Home | Volume 49 | Article number 10

Case report

A rare case aggressive of uterine leiomyosarcoma: a case report

A rare case aggressive of uterine leiomyosarcoma: a case report

Subrata Das1,&, Srishti Srivastava1, Pragati Srivastava1, Nisha Prasad1, Madhurima Roy1, Inisha Sarkar1

 

1Department of Obstetrics and Gynaecology, ESI PGI MSR, ESIC Medical College and ESIC Hospital and ODC (EZ), Diamond Harbour Road, Joka, Kolkata, West Bengal, India, Pin-700104

 

 

&Corresponding author
Subrata Das, Department of Obstetrics and Gynaecology, ESI PGI MSR, ESIC Medical College and ESIC Hospital and ODC (EZ), Diamond Harbour Road, Joka, Kolkata, West Bengal, India, Pin-700104

 

 

Abstract

Uterine leiomyosarcoma is a rare aggressive uterine malignancy that arises from a smooth muscle of the uterus which accounts for 2-5% of all uterine malignancies. Definitive treatment is surgery with a high rate of recurrences. Our patient presented with lower abdominal pain and mass per abdomen which was diagnosed to be uterine leiomyosarcoma. A 56-year-old woman of East Indian origin presented with abdominal pain and a huge rapidly growing suprapubic abdominal mass with an almost monthly doubling. Her CA 125 and Lactate dehydrogenase (LDH) level was elevated and Computed Tomography (CT) scan showed a large irregular-shaped abdominopelvic solid heterogeneously enhanced lesion with focal central hyperdensity and areas of necrosis causing mass effect. A primary cytoreductive surgery was performed and the histopathology report confirmed the diagnosis of uterine leiomyosarcoma. A combination chemotherapy of six cycles was given to prevent recurrence. No recurrence was detected during her more than two years follow-up period. As the cases are rare in nature, screening is impractical. Hence, the diagnosis of uterine leiomyosarcoma is done by histopathologic examination after surgery.

 

 

Introduction    Down

Uterine leiomyosarcoma is a rare aggressive tumour accounting for 2-5% of all uterine malignancies and less than 1% of female genital malignancies [1,2]. The peak age of presentation is the 5th or 6th decade of life [3]. The malignancy originates from smooth muscle cells of the uterus. Prior pelvic radiation and prolonged Tamoxifen intake for breast carcinoma are considered to be risk factors for sarcoma formation [1,4]. The sarcomatous changes of the benign uterine leiomyomas occur in 0.13% to 0.81% of cases. It is a rapidly growing tumour with metastases mostly through the haematogenous route; lymphatic spread can occur rarely. Intermenstrual bleeding and/or rapidly growing uterine mass are the usual presenting symptoms. The incidence of uterine leiomyosarcoma in post-menopausal women is 1-2%. Total abdominal hysterectomy (along with tumour) with bilateral salpingo-oophorectomy is considered optimum treatment, the pelvic lymphadenectomy with para-aortic lymph node evaluation is needed rarely. Surgery is the main way of treatment and prognosis depends on the extent of disease at the time of surgery. A patient with extra pelvic disease at the time of diagnosis will not benefit from surgery. Postoperative adjuvant chemotherapy and/or radiotherapy is used to prevent recurrence [3]. We report a case of this rare condition which presented in a post-menopausal eastern Indian woman, who survived more than 25 months after surgery with no evidence of metastasis.

 

 

Patient and observation Up    Down

Patient information and observation: A 56-year-old post-menopausal woman of east Indian origin with parity 3 and three living children, reported to our out-patient gynaecology clinic with complaints of abdominal pain and with a rapidly growing mass for the past three months. She is a known case of hypertension and hypothyroidism well controlled on medication, with no significant family history of malignancy.

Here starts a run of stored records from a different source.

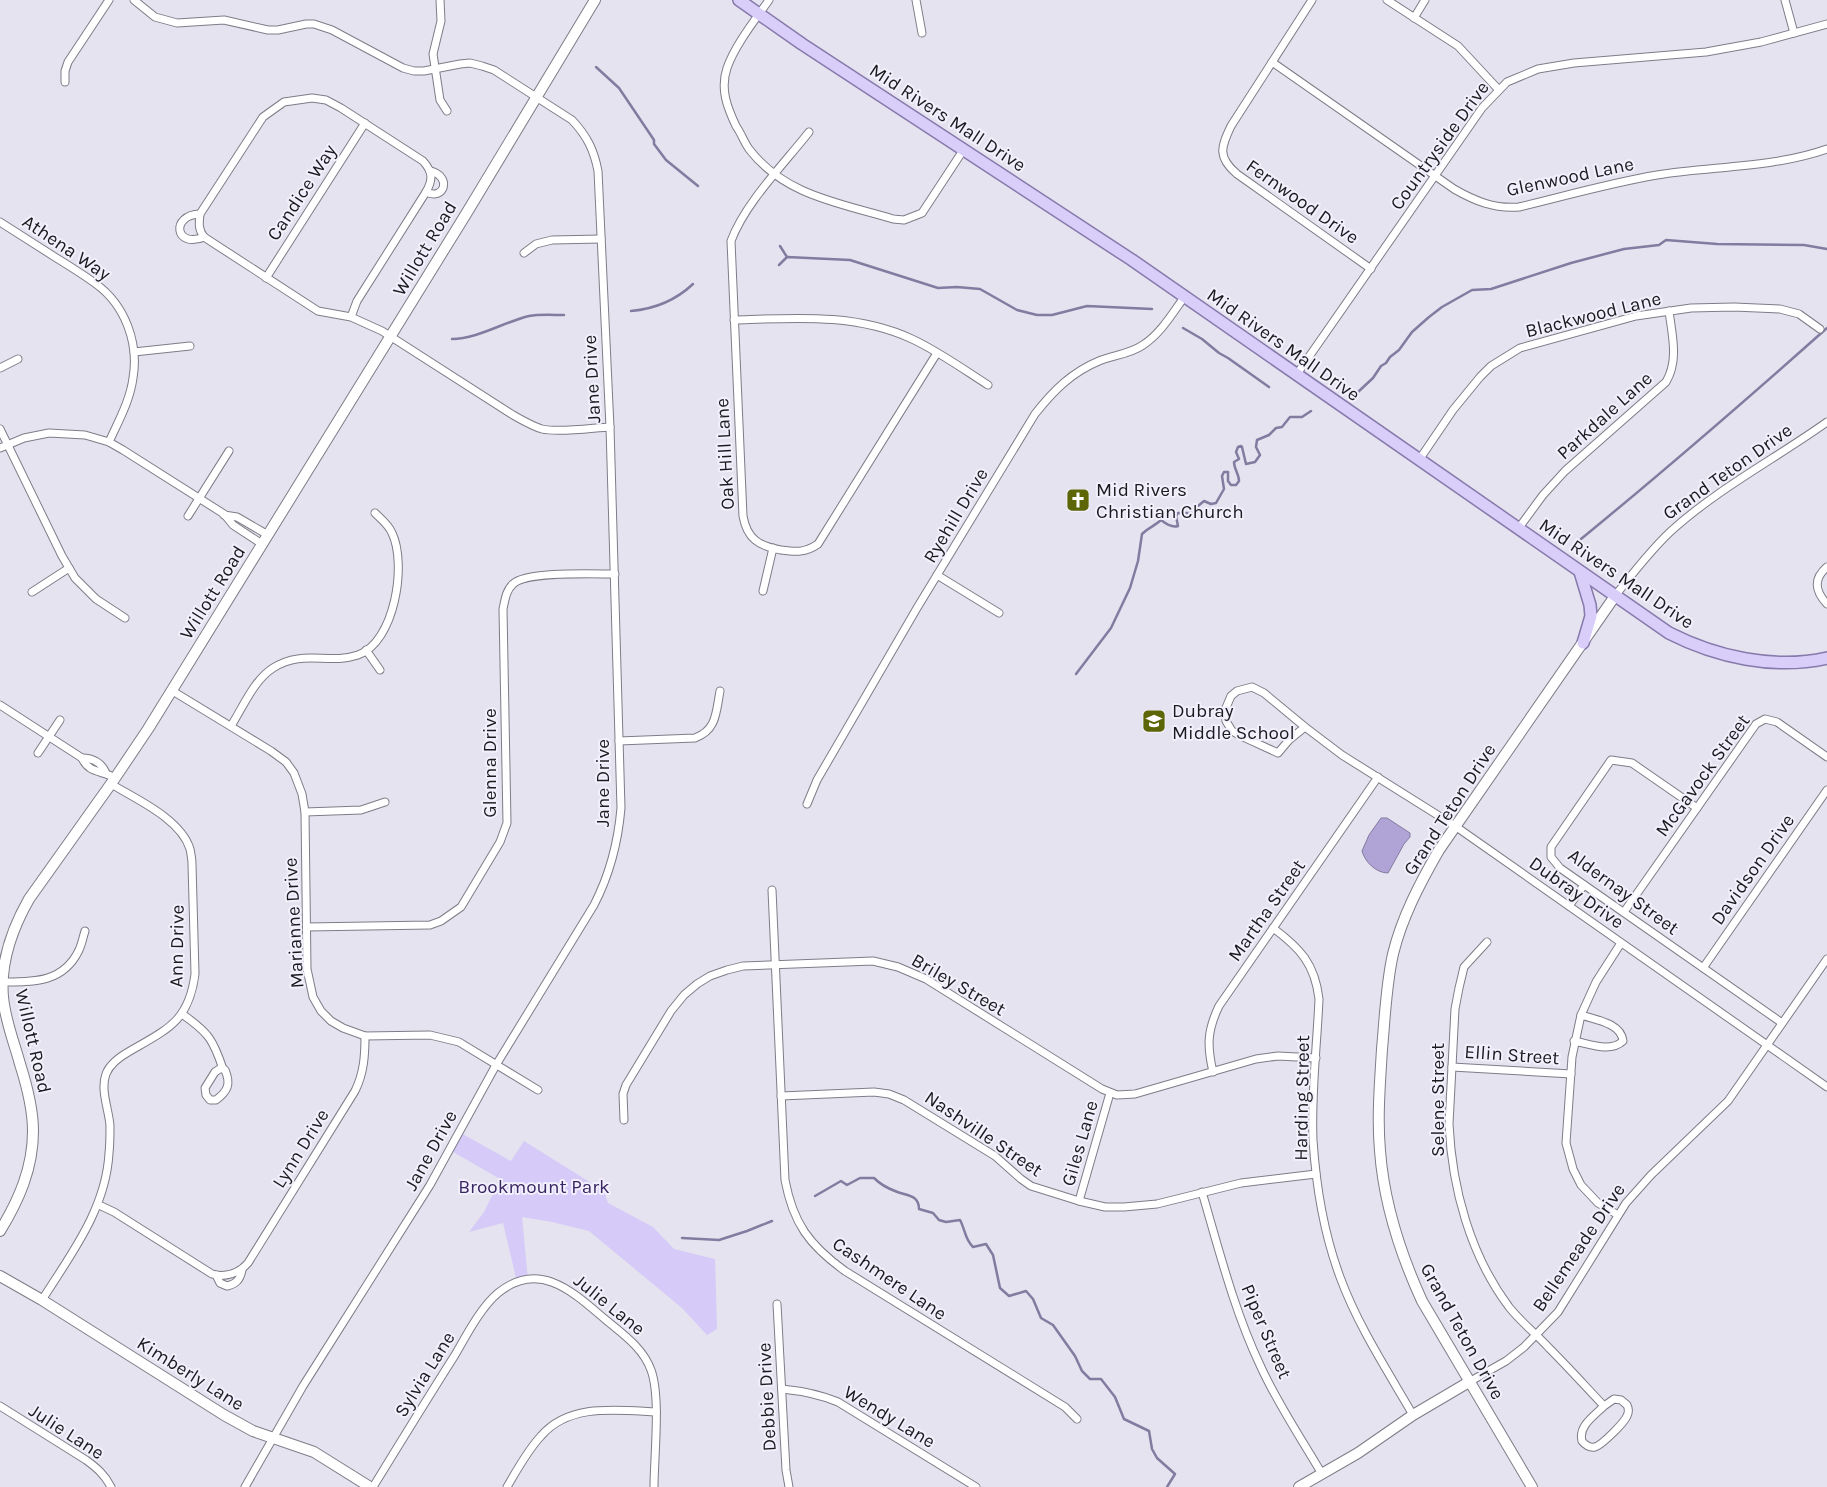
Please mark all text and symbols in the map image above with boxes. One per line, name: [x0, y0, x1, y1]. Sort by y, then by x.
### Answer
street label: Mid Rivers Mall Drive: [865, 59, 1030, 177]
street label: Countryside Drive: [1386, 77, 1494, 214]
street label: Candice Way: [263, 140, 341, 245]
street label: Glenwood Lane: [1505, 153, 1636, 201]
street label: Fernwood Drive: [1242, 155, 1363, 249]
street label: Willott Road: [388, 197, 462, 300]
street label: Athena Way: [18, 210, 115, 285]
street label: Mid Rivers Mall Drive: [1203, 284, 1364, 406]
street label: Blackwood Lane: [1523, 287, 1663, 342]
street label: Jane Drive: [579, 334, 605, 424]
street label: Parkdale Lane: [1553, 367, 1657, 464]
street label: Oak Hill Lane: [711, 397, 739, 510]
street label: Grand Teton Drive: [1659, 419, 1796, 525]
street label: Ryehill Drive: [919, 464, 993, 567]
place label: Mid Rivers Christian Church: [1096, 479, 1244, 523]
church icon: Mid Rivers Christian Church: [1065, 487, 1091, 513]
street label: Mid Rivers Mall Drive: [1535, 514, 1698, 634]
street label: Willott Road: [175, 542, 250, 643]
place label: Dubray Middle School: [1172, 700, 1295, 744]
street label: Glenna Drive: [479, 708, 501, 818]
school or university icon: Dubray Middle School: [1141, 708, 1167, 734]
street label: McGavock Street: [1651, 710, 1755, 841]
street label: Jane Drive: [592, 739, 614, 827]
street label: Grand Teton Drive: [1399, 740, 1501, 879]
street label: Davidson Drive: [1706, 810, 1799, 929]
street label: Aldernay Street: [1564, 844, 1683, 939]
street label: Dubray Drive: [1525, 852, 1628, 933]
street label: Martha Street: [1224, 855, 1310, 966]
street label: Marianne Drive: [280, 857, 308, 989]
street label: Ann Drive: [165, 904, 189, 988]
street label: Briley Street: [908, 949, 1009, 1021]
street label: Willott Road: [10, 987, 56, 1095]
street label: Harding Street: [1290, 1035, 1314, 1161]
street label: Ellin Street: [1464, 1041, 1560, 1069]
street label: Selene Street: [1427, 1043, 1449, 1157]
street label: Nashville Street: [920, 1086, 1046, 1181]
street label: Giles Lane: [1057, 1098, 1103, 1189]
street label: Lynn Drive: [268, 1105, 334, 1192]
street label: Jane Drive: [400, 1107, 462, 1194]
park label: Brookmount Park: [458, 1176, 610, 1198]
street label: Bellemeade Drive: [1528, 1179, 1630, 1316]
street label: Cashmere Lane: [828, 1233, 951, 1325]
street label: Grand Teton Drive: [1416, 1259, 1509, 1404]
street label: Julie Lane: [569, 1269, 649, 1340]
street label: Piper Street: [1236, 1281, 1296, 1382]
street label: Sylvia Lane: [390, 1328, 460, 1421]
street label: Kimberly Lane: [133, 1332, 248, 1416]
street label: Debbie Drive: [753, 1342, 781, 1452]
street label: Wendy Lane: [840, 1381, 939, 1453]
street label: Julie Lane: [25, 1399, 108, 1464]

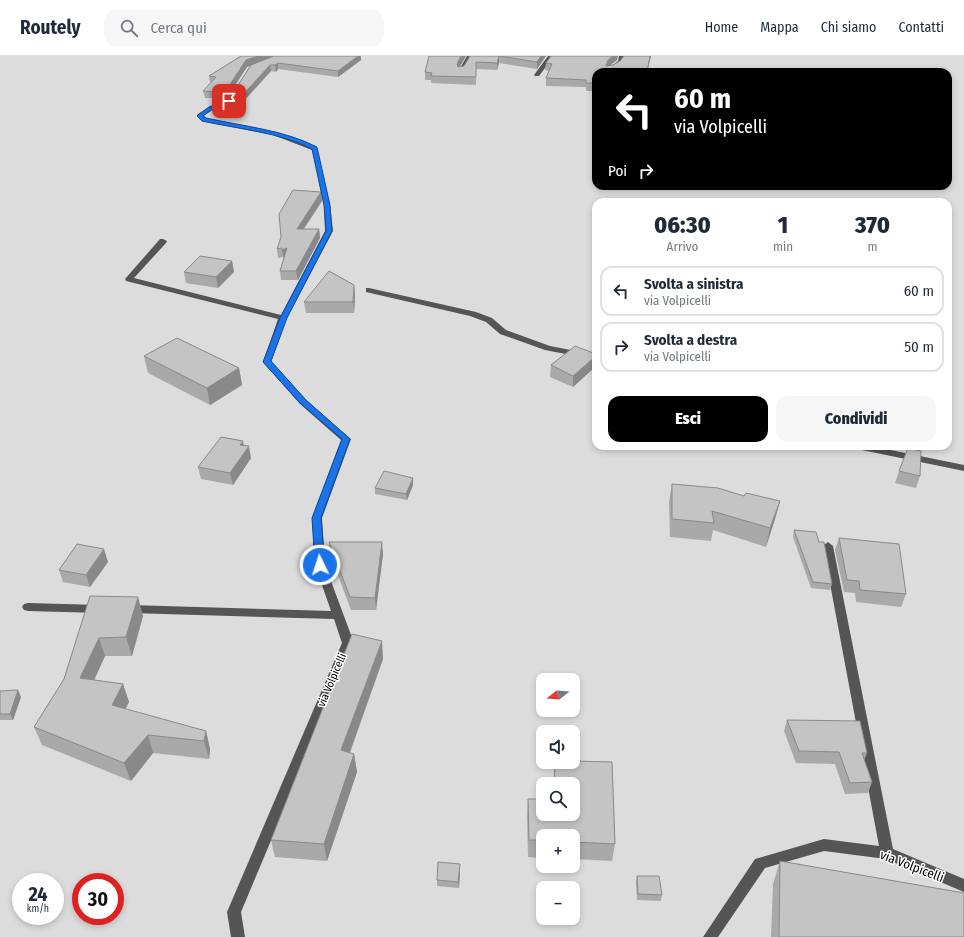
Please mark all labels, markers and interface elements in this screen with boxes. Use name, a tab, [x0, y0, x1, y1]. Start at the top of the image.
search box	[104, 10, 384, 46]
text: Routely	[20, 16, 80, 39]
icon: search	[118, 17, 140, 39]
text: Cerca qui	[150, 19, 207, 37]
text: Home	[705, 19, 738, 36]
text: Mappa	[760, 19, 799, 36]
text: Chi siamo	[821, 19, 876, 36]
text: Contatti	[898, 19, 944, 36]
text: 60 m	[674, 82, 731, 115]
pin	[212, 84, 246, 118]
icon: left	[608, 84, 660, 136]
icon: arrive	[218, 90, 240, 112]
text: via Volpicelli	[674, 116, 767, 138]
icon: right	[635, 160, 657, 182]
text: Poi	[608, 162, 627, 180]
text: 06:30	[654, 211, 711, 239]
text: 1	[778, 211, 788, 239]
text: 370	[855, 211, 890, 239]
text: Arrivo	[667, 239, 698, 254]
text: min	[773, 239, 793, 254]
text: m	[867, 239, 877, 254]
text: Svolta a sinistra	[644, 275, 744, 293]
icon: left	[610, 280, 632, 302]
text: 60 m	[904, 282, 934, 300]
text: via Volpicelli	[644, 293, 711, 308]
text: Svolta a destra	[644, 331, 737, 349]
icon: right	[610, 336, 632, 358]
text: 50 m	[904, 338, 934, 356]
text: via Volpicelli	[644, 349, 711, 364]
button: Esci	[608, 396, 768, 442]
button: Condividi	[776, 396, 936, 442]
position arrow	[299, 544, 341, 586]
street label: via Volpicelli	[315, 651, 349, 709]
north arrow	[536, 673, 580, 717]
map controls	[536, 673, 580, 925]
button: sound	[536, 725, 580, 769]
button: search	[536, 777, 580, 821]
button: +	[536, 829, 580, 873]
street label: via Volpicelli	[878, 847, 946, 885]
speed limit sign: 30	[72, 873, 124, 925]
button: −	[536, 881, 580, 925]
text: 24	[28, 882, 48, 906]
text: km/h	[27, 903, 49, 915]

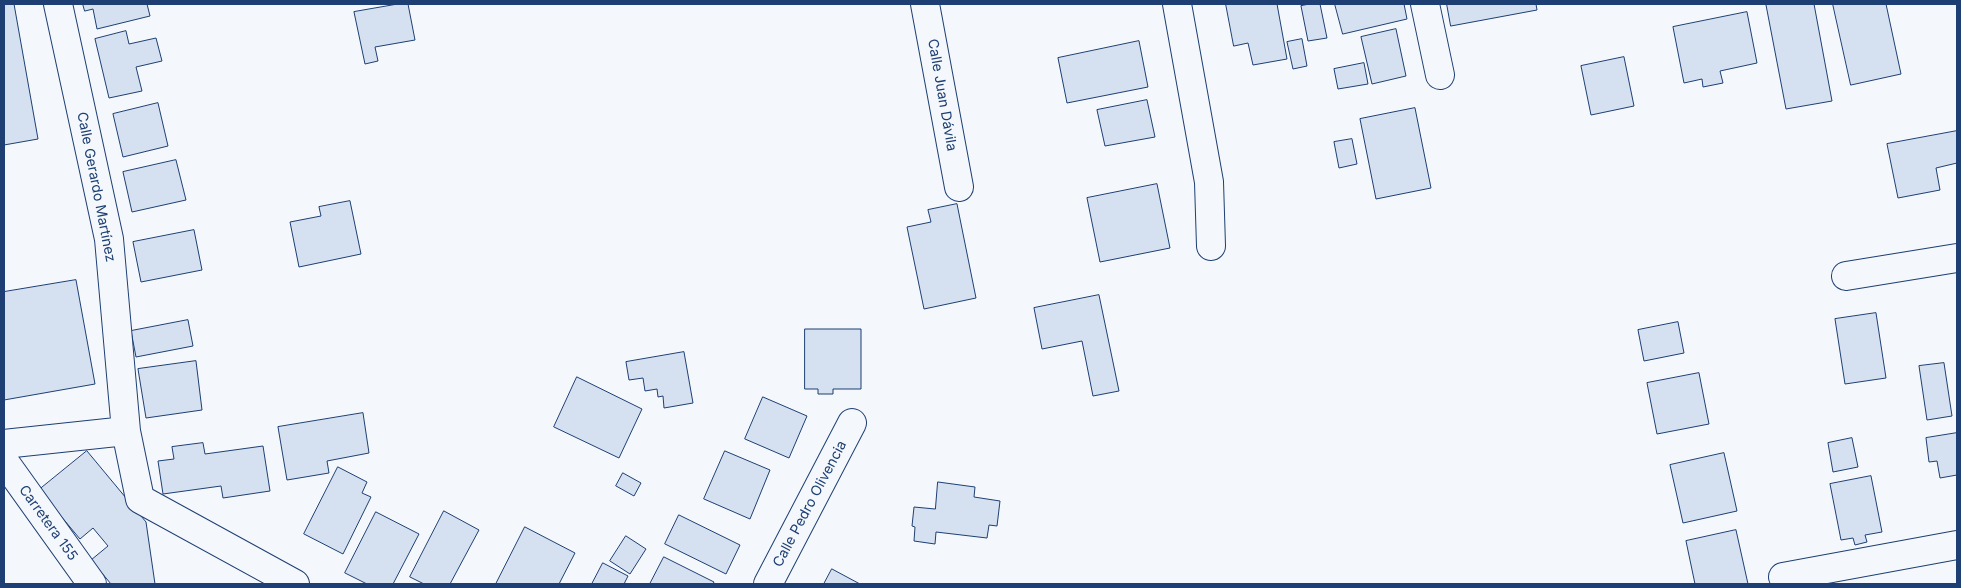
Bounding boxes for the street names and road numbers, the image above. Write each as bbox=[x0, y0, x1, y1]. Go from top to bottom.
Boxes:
street label: Calle Juan Dávila bbox=[924, 38, 960, 152]
street label: Calle Gerardo Martínez bbox=[73, 111, 119, 263]
street label: Calle Pedro Olivencia bbox=[770, 438, 850, 570]
street label: Carretera 155 bbox=[15, 482, 81, 564]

Clinical findings: she gave a history of lower abdominal pain which was duly aching in nature. She gave no history of post-menopausal bleeding. Her family history was also not significant. On examination, pallor was present and the patient´s vital signs were normal. She was thinly built and poorly nourished. On examination, an abdominopelvic mass with restricted mobility of a thirty-week pregnant uterus size was found and was pulled up with restricted mobility.

Timeline of current episode: the patient´s first visit to the outpatient department was on 15/02/2022 and was admitted on the same day for investigations and treatment. Routine blood investigations and MRI of the whole abdomen were done on 17/02/2022 which showed a large irregularly shaped abdominopelvic solid mass likely to be malignancy originating from the uterus. Computed tomography of the thorax done on 18/02/2022 showed no evidence of metastasis. CA 125, LDH were done on 21/02/2022 showing a marginally raised but other ovarian tumour markers i.e. AFP and beta HCG were within normal range. Upper and lower G.I. endoscopy done on 22.02.2022 showed normal findings. Exploratory laparotomy was done on 28.02.2022. The histopathology report dated 15/03/2022 confirmed the diagnosis of uterine leiomyosarcoma. The oncologist suggested a chemotherapy regimen of doxorubicin, Ifosfamide and Mesna for six cycles on 16/03/2022 and that was followed.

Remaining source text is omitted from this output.